_Information shown_

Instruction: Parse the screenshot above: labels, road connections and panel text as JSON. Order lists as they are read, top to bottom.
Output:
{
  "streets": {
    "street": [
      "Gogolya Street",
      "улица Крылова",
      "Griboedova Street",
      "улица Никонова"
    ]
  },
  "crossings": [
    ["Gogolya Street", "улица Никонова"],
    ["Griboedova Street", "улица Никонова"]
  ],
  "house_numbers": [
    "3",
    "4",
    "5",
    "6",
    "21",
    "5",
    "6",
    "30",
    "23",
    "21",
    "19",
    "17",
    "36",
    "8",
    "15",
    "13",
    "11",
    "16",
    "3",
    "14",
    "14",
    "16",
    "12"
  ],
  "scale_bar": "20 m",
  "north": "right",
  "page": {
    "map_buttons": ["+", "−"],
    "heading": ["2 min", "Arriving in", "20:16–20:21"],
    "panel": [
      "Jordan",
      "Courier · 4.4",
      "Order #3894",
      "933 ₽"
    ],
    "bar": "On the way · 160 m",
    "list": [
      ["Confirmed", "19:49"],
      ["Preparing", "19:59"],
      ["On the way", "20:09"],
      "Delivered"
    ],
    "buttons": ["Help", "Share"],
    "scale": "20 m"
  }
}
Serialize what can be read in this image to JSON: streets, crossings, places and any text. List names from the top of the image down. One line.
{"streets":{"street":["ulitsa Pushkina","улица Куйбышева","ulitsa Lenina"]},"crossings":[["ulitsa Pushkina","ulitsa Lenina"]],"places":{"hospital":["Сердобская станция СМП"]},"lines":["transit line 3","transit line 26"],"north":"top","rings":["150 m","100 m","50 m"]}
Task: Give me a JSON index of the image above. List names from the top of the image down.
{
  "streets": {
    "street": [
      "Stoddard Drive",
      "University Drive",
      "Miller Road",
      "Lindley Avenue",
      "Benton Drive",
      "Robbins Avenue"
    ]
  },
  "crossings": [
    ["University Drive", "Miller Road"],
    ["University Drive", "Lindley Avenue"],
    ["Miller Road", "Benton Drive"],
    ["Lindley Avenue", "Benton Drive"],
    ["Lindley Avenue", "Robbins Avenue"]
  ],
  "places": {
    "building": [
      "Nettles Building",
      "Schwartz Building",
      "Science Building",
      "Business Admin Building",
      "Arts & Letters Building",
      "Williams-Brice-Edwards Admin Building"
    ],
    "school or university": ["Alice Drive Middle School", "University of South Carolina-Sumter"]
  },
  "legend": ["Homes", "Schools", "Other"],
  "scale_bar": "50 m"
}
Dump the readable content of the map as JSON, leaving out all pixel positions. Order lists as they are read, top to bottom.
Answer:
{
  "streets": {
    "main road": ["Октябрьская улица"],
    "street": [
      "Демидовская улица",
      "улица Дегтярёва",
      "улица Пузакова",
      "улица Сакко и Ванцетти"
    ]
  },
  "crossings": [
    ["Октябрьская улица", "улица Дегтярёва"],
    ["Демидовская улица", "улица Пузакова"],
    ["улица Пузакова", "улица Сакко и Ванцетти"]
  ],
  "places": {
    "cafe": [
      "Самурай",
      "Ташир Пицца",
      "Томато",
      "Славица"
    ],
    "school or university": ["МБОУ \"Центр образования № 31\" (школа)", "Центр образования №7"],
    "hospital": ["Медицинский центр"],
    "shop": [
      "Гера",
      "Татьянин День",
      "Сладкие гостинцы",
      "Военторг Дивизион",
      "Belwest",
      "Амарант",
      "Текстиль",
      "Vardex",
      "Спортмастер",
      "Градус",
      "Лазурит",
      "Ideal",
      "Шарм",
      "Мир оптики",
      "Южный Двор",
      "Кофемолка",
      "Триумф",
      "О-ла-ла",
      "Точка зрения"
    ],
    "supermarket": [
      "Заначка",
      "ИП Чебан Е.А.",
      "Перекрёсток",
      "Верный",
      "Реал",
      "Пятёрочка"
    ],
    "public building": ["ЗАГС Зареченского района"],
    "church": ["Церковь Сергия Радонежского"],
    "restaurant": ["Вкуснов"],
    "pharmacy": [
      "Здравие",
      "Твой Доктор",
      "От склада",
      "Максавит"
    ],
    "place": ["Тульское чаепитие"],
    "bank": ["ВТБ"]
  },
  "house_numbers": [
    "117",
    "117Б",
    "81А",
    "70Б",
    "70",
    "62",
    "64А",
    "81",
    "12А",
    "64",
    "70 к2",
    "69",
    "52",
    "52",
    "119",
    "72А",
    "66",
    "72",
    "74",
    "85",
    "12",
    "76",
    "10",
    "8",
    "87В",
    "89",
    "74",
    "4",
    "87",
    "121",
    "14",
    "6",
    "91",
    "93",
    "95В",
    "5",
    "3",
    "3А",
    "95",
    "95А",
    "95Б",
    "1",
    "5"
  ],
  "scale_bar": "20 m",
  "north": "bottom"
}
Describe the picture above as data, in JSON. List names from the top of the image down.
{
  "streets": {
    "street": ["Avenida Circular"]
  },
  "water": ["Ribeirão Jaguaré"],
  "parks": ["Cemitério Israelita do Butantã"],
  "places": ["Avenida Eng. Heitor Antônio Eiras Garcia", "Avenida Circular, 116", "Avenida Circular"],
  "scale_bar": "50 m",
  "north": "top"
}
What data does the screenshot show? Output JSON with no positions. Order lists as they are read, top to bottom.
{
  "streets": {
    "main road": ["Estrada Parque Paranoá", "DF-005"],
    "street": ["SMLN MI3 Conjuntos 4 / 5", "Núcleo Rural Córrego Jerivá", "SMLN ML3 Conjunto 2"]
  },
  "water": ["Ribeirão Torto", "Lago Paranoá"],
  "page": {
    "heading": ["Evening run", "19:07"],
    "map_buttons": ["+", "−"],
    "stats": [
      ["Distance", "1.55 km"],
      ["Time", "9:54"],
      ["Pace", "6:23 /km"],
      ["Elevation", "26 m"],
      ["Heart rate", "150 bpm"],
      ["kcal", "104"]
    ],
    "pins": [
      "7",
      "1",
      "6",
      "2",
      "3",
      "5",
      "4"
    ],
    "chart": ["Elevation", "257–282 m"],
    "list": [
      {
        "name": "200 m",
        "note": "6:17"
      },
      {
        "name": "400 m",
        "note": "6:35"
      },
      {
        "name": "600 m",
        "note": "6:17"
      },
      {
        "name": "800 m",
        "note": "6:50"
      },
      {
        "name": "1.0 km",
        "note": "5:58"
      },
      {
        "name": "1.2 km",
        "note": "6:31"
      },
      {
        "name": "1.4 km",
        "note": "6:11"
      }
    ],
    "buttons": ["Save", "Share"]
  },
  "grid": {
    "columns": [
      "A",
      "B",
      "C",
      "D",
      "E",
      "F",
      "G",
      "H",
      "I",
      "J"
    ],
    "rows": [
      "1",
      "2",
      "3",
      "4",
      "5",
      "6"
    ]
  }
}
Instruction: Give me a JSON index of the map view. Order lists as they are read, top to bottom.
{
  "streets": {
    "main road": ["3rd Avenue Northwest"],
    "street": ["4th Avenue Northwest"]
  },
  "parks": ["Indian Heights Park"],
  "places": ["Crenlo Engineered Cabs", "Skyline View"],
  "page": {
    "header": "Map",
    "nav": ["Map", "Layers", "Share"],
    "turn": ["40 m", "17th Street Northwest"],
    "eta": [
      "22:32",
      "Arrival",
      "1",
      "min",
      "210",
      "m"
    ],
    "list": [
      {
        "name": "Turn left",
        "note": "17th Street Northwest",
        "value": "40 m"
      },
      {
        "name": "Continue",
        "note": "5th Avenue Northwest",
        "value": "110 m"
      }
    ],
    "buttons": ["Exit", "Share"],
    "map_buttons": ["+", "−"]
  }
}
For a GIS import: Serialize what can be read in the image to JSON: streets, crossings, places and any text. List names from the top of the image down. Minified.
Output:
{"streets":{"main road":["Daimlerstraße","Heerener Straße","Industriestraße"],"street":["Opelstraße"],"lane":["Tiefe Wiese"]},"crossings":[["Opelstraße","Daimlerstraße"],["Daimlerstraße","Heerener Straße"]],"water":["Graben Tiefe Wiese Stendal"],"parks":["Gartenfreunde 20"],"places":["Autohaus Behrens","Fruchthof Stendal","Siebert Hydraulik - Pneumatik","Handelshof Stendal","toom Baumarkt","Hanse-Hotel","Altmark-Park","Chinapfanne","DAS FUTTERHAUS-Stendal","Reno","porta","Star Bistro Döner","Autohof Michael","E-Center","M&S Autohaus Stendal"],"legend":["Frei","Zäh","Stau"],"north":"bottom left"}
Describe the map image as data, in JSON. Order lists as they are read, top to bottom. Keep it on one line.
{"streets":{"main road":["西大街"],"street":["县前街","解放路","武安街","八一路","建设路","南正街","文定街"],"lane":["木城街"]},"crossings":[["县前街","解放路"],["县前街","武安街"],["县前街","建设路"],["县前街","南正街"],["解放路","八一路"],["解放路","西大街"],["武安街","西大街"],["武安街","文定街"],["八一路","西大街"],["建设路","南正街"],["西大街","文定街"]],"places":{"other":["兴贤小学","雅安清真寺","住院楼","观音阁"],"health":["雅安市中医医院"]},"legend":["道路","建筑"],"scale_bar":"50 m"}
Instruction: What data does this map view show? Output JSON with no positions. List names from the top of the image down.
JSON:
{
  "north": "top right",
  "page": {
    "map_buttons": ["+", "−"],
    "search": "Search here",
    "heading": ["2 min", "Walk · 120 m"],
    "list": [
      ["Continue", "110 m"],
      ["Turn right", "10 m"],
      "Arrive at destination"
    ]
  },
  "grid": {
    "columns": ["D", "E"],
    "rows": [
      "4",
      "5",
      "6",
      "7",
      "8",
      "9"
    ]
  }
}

_Task statement_
Scan the entries above for lines with "water" in them, then report how many there are as a plain number.

_Exercise output_
3